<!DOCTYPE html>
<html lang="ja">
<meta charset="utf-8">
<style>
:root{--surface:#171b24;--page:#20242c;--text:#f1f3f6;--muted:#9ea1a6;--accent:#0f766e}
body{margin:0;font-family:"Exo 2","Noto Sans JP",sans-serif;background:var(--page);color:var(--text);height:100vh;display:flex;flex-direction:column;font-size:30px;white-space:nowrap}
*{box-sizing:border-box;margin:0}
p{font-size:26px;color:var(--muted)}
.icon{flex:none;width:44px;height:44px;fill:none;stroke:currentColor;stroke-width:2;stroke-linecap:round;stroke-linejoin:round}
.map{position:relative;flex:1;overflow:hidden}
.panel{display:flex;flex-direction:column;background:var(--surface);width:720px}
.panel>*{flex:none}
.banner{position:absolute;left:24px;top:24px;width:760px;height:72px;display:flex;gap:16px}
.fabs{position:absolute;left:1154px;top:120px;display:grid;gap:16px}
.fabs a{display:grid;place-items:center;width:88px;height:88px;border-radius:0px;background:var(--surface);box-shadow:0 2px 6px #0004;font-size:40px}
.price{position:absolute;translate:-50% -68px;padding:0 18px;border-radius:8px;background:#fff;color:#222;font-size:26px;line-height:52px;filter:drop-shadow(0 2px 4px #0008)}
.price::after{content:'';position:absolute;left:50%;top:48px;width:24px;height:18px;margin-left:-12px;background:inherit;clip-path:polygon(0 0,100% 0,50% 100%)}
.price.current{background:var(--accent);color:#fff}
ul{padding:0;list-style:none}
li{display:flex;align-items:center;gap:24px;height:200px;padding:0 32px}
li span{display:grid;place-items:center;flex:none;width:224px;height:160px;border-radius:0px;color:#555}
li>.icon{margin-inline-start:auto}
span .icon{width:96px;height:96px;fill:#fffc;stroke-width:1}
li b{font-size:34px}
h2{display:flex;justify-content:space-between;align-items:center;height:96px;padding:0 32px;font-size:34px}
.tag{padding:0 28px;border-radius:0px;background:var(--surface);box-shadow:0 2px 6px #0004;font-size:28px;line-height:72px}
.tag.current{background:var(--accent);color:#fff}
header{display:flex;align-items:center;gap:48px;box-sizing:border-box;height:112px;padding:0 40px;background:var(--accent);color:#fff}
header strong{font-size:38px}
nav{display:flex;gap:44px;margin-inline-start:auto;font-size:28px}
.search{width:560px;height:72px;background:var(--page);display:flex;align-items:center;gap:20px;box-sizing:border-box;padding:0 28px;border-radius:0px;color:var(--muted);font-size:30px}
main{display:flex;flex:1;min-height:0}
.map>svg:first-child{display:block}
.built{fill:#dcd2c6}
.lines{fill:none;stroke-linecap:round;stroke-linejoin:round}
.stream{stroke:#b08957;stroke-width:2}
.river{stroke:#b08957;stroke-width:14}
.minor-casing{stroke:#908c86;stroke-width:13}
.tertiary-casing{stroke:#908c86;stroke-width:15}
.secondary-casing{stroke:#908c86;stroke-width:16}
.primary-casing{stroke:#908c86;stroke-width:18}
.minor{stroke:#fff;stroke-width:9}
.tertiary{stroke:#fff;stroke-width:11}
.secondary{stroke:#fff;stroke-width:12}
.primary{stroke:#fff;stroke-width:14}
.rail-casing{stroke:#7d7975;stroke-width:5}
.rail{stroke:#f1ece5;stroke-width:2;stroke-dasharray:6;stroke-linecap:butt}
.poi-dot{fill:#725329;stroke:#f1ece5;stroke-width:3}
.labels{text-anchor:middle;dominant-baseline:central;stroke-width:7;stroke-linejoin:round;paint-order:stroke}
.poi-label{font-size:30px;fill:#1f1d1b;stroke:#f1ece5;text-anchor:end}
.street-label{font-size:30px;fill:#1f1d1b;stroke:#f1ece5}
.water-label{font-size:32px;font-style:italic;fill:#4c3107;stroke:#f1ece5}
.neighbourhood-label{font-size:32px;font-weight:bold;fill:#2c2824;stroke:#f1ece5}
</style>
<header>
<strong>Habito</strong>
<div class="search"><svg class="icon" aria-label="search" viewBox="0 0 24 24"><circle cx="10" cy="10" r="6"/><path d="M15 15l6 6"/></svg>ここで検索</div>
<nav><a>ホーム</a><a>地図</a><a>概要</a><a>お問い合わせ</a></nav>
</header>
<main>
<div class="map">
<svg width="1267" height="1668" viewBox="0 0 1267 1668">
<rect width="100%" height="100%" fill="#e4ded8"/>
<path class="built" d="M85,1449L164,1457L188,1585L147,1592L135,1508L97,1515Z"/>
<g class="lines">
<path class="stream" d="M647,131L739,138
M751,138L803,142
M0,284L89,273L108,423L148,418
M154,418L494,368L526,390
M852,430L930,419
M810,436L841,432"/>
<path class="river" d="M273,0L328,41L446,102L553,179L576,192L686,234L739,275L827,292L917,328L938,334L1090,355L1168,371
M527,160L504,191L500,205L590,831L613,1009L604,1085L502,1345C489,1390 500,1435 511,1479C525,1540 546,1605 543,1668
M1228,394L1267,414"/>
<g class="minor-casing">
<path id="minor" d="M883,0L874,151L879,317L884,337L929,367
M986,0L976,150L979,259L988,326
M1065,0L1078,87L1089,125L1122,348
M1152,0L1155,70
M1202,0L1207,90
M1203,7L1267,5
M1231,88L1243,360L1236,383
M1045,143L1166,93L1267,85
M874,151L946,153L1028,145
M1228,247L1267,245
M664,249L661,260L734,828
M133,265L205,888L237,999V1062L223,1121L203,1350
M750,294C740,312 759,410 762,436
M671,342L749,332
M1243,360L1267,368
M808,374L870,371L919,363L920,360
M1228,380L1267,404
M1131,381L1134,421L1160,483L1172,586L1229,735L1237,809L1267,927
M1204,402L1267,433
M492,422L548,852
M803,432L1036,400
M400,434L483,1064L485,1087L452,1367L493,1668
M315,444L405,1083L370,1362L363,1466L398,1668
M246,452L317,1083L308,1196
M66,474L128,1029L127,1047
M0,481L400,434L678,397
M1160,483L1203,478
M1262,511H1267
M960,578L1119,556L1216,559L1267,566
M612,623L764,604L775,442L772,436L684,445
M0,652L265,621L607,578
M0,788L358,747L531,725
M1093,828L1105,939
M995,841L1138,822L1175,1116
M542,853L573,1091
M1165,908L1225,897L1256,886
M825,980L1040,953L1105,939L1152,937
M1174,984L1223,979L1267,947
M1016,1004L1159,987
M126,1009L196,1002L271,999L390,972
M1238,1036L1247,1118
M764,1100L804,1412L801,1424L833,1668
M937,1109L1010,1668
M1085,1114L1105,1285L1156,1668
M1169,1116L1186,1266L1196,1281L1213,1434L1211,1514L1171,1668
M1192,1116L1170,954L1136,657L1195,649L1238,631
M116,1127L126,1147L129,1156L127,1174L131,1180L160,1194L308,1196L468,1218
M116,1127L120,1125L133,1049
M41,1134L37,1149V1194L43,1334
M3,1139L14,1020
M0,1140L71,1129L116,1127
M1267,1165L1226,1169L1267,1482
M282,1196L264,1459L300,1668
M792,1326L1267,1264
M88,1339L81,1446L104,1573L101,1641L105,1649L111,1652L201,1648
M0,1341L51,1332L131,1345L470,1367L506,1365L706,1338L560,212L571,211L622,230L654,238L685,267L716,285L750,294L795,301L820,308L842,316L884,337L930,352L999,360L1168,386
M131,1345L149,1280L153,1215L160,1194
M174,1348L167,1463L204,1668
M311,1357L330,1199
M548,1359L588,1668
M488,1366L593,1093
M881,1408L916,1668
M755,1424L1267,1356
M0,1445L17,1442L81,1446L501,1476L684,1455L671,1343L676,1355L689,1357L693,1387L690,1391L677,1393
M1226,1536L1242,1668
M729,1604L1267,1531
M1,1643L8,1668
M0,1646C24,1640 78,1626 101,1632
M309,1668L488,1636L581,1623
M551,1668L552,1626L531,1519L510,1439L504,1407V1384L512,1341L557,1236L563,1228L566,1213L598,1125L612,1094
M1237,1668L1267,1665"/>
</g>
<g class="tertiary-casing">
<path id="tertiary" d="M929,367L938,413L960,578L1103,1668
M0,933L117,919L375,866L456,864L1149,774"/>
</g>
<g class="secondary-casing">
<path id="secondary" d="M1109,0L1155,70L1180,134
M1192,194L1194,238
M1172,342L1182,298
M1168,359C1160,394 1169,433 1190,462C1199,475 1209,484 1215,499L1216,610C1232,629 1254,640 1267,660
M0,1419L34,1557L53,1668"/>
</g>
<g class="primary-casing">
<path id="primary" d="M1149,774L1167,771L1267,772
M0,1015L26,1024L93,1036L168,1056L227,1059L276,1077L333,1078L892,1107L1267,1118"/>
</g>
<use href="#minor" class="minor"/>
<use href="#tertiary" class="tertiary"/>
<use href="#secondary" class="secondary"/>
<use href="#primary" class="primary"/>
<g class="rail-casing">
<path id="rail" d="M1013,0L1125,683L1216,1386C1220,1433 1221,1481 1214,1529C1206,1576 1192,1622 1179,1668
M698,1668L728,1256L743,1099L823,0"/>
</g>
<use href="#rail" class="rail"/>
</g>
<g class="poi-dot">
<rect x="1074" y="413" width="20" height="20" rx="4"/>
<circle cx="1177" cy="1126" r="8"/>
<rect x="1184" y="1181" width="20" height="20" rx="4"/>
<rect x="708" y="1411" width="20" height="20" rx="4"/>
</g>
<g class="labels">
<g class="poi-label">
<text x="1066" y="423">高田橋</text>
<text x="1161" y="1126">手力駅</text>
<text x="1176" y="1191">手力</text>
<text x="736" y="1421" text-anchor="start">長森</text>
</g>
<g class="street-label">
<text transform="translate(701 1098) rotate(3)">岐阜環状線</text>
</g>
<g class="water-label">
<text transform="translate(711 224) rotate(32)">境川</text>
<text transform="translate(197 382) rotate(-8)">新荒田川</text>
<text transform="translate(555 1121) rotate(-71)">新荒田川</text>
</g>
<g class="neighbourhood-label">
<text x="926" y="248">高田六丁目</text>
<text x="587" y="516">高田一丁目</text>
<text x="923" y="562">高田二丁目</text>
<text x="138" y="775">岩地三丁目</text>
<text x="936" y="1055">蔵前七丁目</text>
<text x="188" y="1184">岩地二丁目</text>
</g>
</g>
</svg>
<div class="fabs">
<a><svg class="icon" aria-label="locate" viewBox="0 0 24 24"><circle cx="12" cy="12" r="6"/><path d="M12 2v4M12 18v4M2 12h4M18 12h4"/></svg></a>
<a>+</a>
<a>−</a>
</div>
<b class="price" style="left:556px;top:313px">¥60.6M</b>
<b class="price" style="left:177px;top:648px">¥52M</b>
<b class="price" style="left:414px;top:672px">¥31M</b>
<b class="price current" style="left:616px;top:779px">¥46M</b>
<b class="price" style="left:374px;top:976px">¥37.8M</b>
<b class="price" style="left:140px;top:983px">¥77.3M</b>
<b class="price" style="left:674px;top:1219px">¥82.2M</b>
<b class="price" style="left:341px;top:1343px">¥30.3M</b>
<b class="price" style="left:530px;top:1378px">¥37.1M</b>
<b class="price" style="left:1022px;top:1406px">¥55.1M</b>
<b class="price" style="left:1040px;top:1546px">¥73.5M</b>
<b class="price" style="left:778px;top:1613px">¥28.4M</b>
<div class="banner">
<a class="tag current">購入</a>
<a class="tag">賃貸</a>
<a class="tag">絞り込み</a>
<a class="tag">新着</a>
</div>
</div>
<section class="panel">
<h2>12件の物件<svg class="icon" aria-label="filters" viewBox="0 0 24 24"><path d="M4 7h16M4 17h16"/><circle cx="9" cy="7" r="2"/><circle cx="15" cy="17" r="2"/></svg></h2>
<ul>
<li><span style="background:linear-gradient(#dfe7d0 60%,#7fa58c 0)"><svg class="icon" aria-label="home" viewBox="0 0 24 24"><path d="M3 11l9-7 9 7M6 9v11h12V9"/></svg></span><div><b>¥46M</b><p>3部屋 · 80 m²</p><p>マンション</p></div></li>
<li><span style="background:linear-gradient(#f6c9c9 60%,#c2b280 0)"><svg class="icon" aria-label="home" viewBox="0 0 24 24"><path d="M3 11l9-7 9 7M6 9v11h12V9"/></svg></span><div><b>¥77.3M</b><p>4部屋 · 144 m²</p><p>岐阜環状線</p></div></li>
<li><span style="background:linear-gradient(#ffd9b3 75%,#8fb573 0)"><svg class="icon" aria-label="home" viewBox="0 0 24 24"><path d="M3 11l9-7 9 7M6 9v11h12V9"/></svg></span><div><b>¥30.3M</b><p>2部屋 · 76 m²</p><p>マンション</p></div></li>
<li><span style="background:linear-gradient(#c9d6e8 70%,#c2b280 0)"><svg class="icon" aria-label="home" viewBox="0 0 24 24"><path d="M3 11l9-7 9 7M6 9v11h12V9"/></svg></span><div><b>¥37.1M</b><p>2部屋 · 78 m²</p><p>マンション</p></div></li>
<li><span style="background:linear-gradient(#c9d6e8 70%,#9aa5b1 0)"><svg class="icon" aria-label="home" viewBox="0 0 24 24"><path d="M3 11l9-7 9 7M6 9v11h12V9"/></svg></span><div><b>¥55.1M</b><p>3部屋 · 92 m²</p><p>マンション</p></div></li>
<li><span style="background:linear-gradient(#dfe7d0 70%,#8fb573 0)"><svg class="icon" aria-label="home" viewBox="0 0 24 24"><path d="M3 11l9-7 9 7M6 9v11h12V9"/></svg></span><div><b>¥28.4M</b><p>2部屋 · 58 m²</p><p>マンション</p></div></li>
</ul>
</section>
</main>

-*-*-

What is needed is a copy of every line above in which "column" appears.

» **REPLY**
body{margin:0;font-family:"Exo 2","Noto Sans JP",sans-serif;background:var(--page);color:var(--text);height:100vh;display:flex;flex-direction:column;font-size:30px;white-space:nowrap}
.panel{display:flex;flex-direction:column;background:var(--surface);width:720px}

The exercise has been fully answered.